> **Exercise description**
Copy out all the lines in the records that include the word "symbols".
#### Entries shown
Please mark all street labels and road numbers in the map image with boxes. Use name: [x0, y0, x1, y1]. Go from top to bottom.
########
#### Entries shown
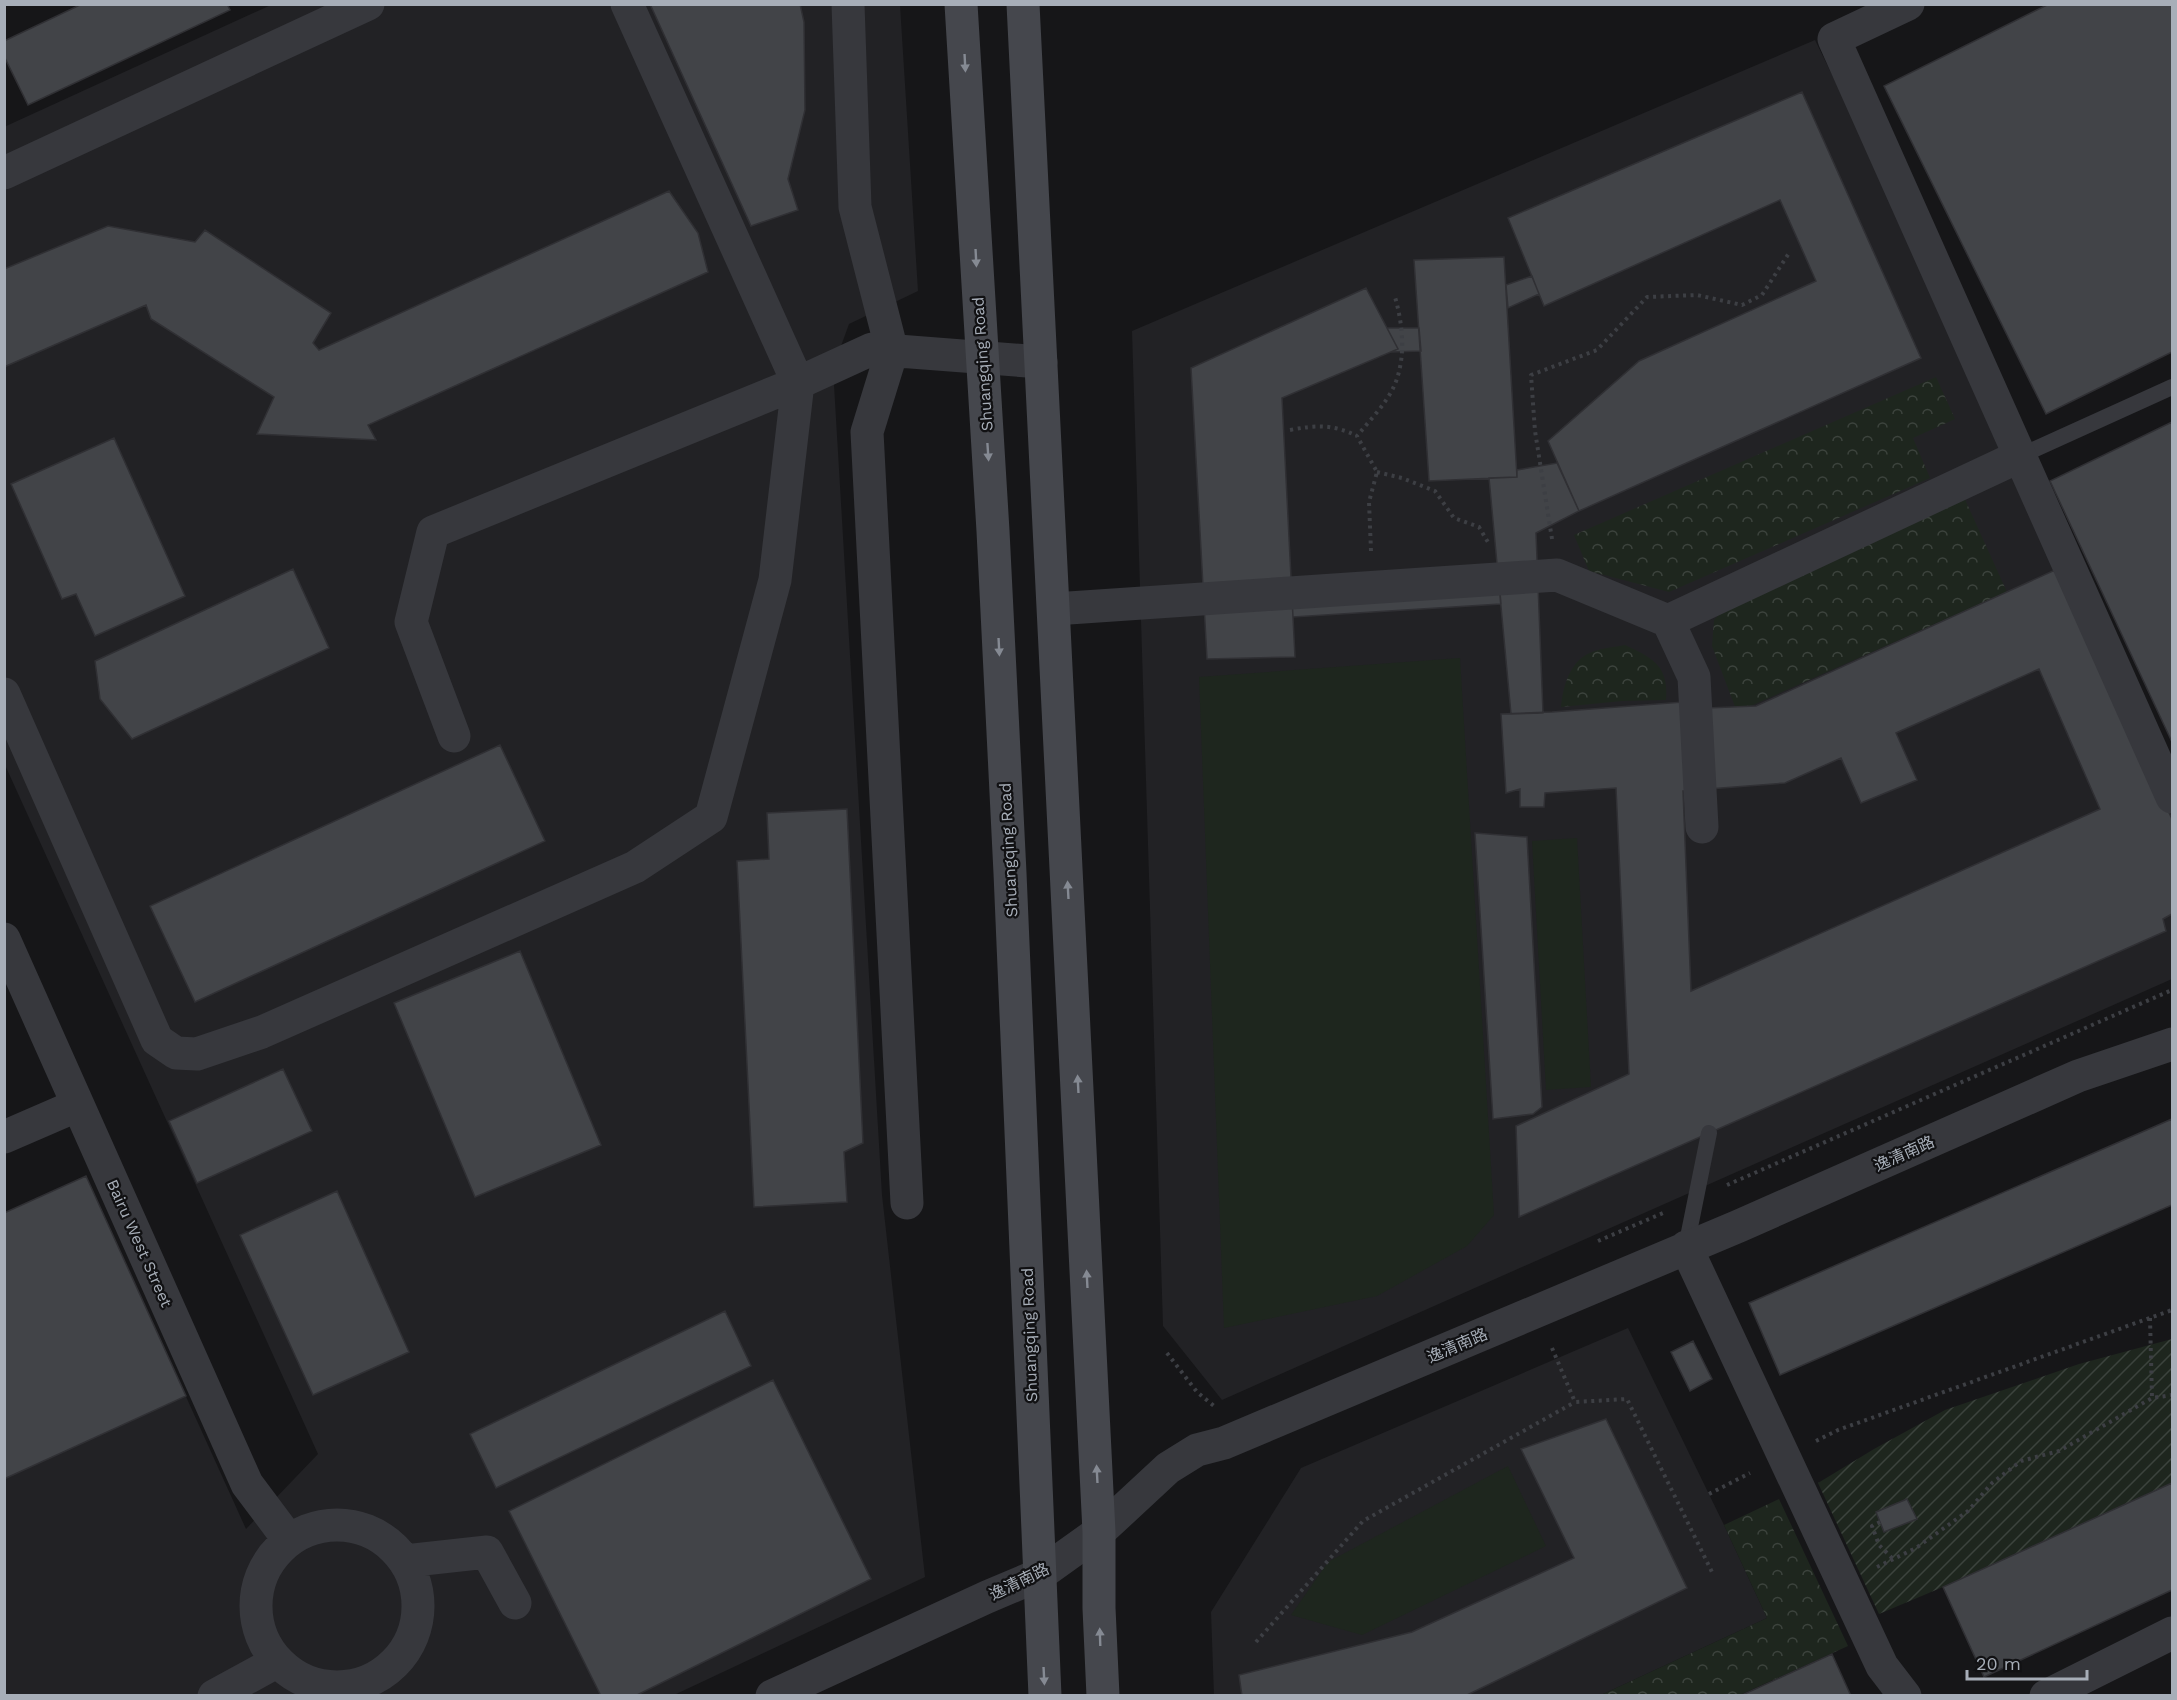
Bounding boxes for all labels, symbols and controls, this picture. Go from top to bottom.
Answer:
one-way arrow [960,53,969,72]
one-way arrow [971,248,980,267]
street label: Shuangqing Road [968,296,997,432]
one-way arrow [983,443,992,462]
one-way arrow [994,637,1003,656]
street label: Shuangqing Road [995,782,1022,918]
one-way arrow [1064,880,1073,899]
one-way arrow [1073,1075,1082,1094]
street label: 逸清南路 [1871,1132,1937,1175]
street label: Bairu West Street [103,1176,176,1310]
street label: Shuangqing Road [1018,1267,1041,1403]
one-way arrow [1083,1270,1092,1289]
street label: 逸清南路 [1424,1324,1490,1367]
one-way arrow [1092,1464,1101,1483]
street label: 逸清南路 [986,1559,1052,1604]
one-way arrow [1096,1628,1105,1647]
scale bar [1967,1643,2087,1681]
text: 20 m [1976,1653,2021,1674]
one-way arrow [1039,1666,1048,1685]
########
#### Entries shown
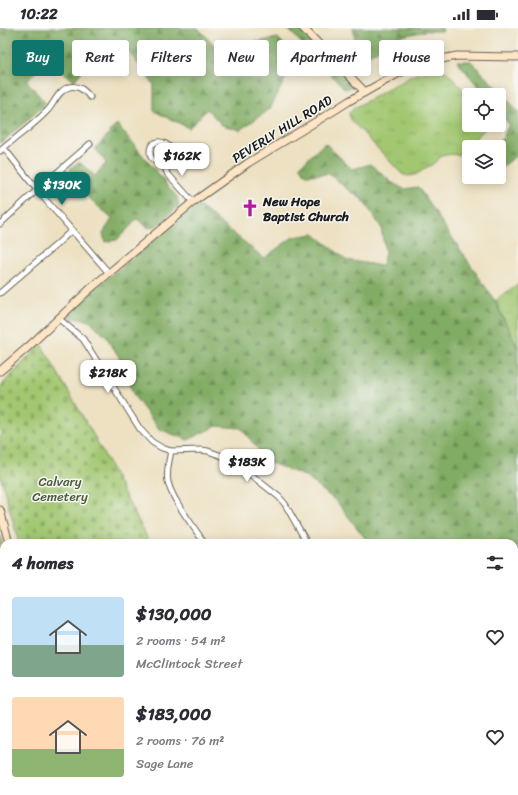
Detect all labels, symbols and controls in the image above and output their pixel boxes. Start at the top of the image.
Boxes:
########
> **Reply**
Bounding boxes for all labels, symbols and controls, this picture. Go from top to bottom.
Detect all labels, symbols and controls in the image above and output their pixel boxes. Start at the top of the image.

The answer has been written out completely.